The right to sexuality incorporates the right to express one's sexuality and to be free from discrimination on the grounds of sexual orientation. Specifically, it relates to the human rights of people of diverse sexual orientations, including lesbian, gay, bisexual and transgender (LGBT) people, and the protection of those rights, although it is equally applicable to heterosexuality. The right to sexuality and freedom from discrimination on the grounds of sexual orientation is based on the universality of human rights and the inalienable nature of rights belonging to every person by virtue of being human.

No right to sexuality exists explicitly in international human rights law; rather, it is found in a number of international human rights instruments including the Universal Declaration of Human Rights, the International Covenant on Civil and Political Rights and the International Covenant on Economic, Social and Cultural Rights.

Definition
The concept of the right to sexuality is difficult to define, as it comprises various rights from within the framework of international human rights law.

Sexual orientation is defined in the Preamble to the Yogyakarta Principles as "each person’s capacity for profound emotional, affectional and sexual attraction to, and intimate and sexual relations with, individuals of a different gender or the same gender or more than one gender".

Freedom from discrimination on the grounds of sexual orientation is found in the Universal Declaration of Human Rights (UDHR) and the International Covenant on Civil and Political Rights (ICCPR).

The UDHR provides for non-discrimination in Article 2, which states that:
Everyone is entitled to all the rights and freedoms set forth in this Declaration, without distinction of any kind, such as race, colour, sex, language, religion, political or other opinion, national or social origin, property, birth or other status. Furthermore, no distinction shall be made on the basis of the political, jurisdictional or international status of the country or territory to which a person belongs, whether it be independent, trust, non-self-governing or under any other limitation of sovereignty.

Sexual orientation can be read into Article 2 as "other status" or alternatively as falling under "sex".

In the ICCPR, Article 2 sets out a similar provision for non-discrimination:
Each State Party to the present Covenant undertakes to respect and to ensure to all individuals within its territory and subject to its jurisdiction the rights recognized in the present Covenant, without distinction of any kind, such as race, colour, sex, language, religion, political or other opinion, national or social origin, property, birth or other status.

In Toonen v Australia the United Nations Human Rights Committee (UNHRC) found that the reference to "sex" in Article 2 of the ICCPR included sexual orientation, thereby making sexual orientation prohibited grounds of distinction in respect of the enjoyment of rights under the ICCPR.

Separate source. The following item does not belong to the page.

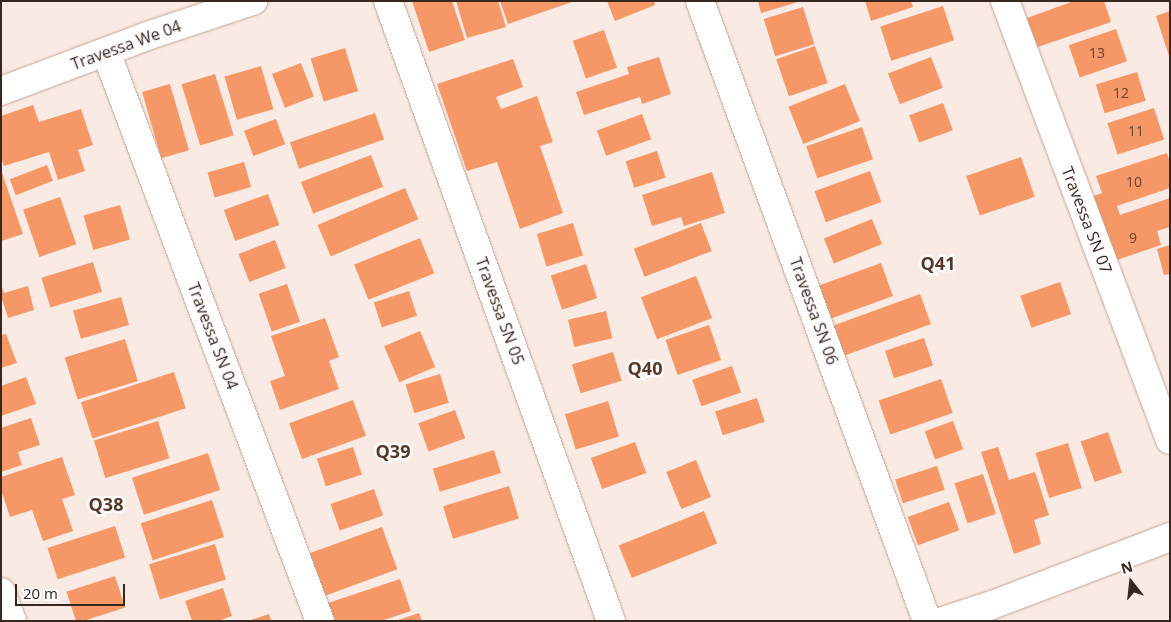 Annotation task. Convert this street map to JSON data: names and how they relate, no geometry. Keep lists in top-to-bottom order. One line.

The right to be free from discrimination is the basis of the right to sexuality, but it is closely related to the exercise and protection of other fundamental human rights.

Background
Individuals of diverse sexual orientations have been discriminated against historically and continue to be a "vulnerable" group in society today. Forms of discrimination experienced by people of diverse sexual orientations include the denial of the right to life, the right to work and the right to privacy, non-recognition of personal and family relationships, interference with human dignity, interference with security of the person, violations of the right to be free from torture, discrimination in access to economic, social and cultural rights, including housing, health and education, and pressure to remain silent and invisible.

Seventy-eight countries maintain laws that make same-sex consensual sex between adults a criminal offence, and seven countries (or parts thereof) impose the death penalty for same-sex consensual sex. They are Iran, Saudi Arabia, Yemen, Mauritania, Sudan, the twelve northern states of Nigeria, and the southern parts of Somalia.

The right to sexuality has only relatively recently become the subject of international concern, with the regulation of sexuality traditionally falling within the jurisdiction of the nation state. Today numerous international non-governmental organisations and intergovernmental organisations are engaged in the protection of the rights of people of diverse sexual orientation as it is increasingly recognised that discrimination on grounds of sexual orientation is widespread and an unacceptable violation of human rights.

Acts of violence
Acts of violence against LGBT people are often especially vicious compared to other bias-motivated crimes and include killings, kidnappings, beatings, rape, and psychological violence, including threats, coercion and arbitrary depravations of liberty.

Examples of violent acts against people of diverse sexual orientation are too numerous to account here, and they occur in all parts of the world. A particularly distressing example is the sexual assault and murder of fifteen lesbians in Thailand in March 2012. In that example, two lesbian couples were killed by men who objected to their relationship and who were embarrassed when they were unable to convince the women into heterosexual relationships with themselves.

Often acts of violence against people of diverse sexual orientation are perpetrated by the victim's own family. In a case in Zimbabwe, the multiple rape of a lesbian was organised by her own family in an attempt to "cure" her of homosexuality.

In those cases, as in many other cases of violence against people of diverse sexual orientation, State law enforcement authorities are complicit in human rights abuses for failing to persecute violators of rights.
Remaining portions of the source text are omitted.